» Exercise description
Pull out every line below that holds the word "text".

» Data for review
☆ ☆ ☆ ☆ ☆ ☆ ☆
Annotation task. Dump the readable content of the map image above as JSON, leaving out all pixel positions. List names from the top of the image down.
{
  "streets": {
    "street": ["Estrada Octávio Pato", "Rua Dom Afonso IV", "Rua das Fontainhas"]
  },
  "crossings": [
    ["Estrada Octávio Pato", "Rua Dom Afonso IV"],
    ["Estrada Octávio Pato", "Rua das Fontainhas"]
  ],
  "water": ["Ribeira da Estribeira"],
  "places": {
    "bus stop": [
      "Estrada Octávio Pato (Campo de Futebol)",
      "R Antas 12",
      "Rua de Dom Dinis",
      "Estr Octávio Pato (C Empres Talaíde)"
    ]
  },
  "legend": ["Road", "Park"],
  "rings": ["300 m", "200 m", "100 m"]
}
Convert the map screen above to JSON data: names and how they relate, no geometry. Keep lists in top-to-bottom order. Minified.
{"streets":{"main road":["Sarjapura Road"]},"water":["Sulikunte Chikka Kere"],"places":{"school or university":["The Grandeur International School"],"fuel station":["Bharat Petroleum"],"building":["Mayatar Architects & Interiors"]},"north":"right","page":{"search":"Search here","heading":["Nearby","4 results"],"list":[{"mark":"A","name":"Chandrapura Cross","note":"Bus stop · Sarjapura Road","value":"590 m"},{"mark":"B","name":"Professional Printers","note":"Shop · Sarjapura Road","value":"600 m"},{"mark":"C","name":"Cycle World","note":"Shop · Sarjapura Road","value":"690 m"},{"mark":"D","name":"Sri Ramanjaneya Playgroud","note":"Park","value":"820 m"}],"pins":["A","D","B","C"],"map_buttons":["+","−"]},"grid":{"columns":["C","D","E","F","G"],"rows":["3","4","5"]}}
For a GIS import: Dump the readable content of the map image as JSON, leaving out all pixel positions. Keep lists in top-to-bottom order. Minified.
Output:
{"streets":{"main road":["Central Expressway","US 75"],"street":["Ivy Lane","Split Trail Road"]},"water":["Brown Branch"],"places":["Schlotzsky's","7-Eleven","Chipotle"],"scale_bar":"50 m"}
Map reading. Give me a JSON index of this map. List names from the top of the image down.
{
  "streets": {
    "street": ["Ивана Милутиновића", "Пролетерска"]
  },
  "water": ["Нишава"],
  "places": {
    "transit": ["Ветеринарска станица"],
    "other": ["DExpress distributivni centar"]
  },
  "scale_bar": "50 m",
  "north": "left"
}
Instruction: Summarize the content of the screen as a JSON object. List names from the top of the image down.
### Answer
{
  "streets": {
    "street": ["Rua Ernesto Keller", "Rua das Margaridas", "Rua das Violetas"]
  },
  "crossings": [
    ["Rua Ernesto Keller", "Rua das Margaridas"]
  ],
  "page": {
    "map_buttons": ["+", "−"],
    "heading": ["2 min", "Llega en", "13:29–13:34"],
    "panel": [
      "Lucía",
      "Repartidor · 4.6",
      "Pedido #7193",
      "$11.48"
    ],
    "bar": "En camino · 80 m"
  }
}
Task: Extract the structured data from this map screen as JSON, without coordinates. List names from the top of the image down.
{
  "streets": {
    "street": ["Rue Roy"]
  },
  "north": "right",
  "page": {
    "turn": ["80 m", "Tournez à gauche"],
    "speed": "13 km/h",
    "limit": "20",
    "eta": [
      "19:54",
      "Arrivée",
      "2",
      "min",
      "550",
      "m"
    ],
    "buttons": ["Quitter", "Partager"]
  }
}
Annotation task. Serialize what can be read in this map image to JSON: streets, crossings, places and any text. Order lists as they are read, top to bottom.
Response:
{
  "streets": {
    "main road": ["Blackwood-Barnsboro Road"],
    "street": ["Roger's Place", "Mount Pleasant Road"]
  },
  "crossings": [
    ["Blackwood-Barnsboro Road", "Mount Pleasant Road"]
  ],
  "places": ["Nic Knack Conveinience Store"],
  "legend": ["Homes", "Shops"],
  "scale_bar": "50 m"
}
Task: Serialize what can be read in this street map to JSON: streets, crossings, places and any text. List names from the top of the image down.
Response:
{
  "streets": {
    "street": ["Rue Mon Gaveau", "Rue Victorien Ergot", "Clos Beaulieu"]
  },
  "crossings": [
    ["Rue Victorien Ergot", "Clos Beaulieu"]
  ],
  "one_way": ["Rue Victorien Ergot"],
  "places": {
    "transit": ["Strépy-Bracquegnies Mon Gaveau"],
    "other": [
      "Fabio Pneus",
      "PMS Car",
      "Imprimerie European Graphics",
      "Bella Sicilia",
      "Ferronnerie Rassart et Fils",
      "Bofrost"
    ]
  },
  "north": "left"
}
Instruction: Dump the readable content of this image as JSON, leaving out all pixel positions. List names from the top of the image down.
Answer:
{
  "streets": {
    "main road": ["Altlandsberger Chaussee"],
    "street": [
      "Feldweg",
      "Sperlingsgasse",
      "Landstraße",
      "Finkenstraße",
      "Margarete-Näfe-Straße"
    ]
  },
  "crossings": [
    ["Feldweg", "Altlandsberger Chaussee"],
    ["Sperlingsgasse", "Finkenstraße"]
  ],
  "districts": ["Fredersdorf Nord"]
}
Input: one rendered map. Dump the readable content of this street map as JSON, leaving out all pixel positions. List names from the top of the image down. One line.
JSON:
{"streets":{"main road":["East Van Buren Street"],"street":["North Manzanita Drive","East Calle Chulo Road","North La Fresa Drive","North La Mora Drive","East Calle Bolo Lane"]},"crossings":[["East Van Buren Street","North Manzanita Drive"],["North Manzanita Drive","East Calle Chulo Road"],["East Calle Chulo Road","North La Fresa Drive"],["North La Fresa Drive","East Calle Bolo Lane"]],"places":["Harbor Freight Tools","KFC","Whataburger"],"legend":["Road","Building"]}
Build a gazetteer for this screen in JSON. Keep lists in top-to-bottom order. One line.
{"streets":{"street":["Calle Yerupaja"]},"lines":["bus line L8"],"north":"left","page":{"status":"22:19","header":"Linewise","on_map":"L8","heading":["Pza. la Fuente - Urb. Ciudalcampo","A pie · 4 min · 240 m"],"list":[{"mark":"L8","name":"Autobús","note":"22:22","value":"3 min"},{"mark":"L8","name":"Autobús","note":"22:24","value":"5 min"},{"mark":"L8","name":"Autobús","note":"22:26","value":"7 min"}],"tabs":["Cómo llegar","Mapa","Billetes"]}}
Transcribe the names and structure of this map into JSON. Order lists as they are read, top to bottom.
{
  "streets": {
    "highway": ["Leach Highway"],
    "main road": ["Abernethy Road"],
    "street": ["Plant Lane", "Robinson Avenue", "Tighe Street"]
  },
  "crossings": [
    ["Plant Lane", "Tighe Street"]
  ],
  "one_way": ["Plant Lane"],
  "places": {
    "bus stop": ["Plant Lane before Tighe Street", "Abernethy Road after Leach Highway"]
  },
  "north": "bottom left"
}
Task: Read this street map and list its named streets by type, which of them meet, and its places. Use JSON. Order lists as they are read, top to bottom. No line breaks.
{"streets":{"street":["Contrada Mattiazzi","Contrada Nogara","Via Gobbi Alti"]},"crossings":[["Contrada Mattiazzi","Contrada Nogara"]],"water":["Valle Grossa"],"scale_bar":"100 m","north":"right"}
☆ ☆ ☆ ☆ ☆ ☆ ☆
» Result
Annotation task. Serialize what can be read in this map image to JSON: streets, crossings, places and any text. Order lists as they are read, top to bottom.
Task: Serialize what can be read in this street map to JSON: streets, crossings, places and any text. List names from the top of the image down.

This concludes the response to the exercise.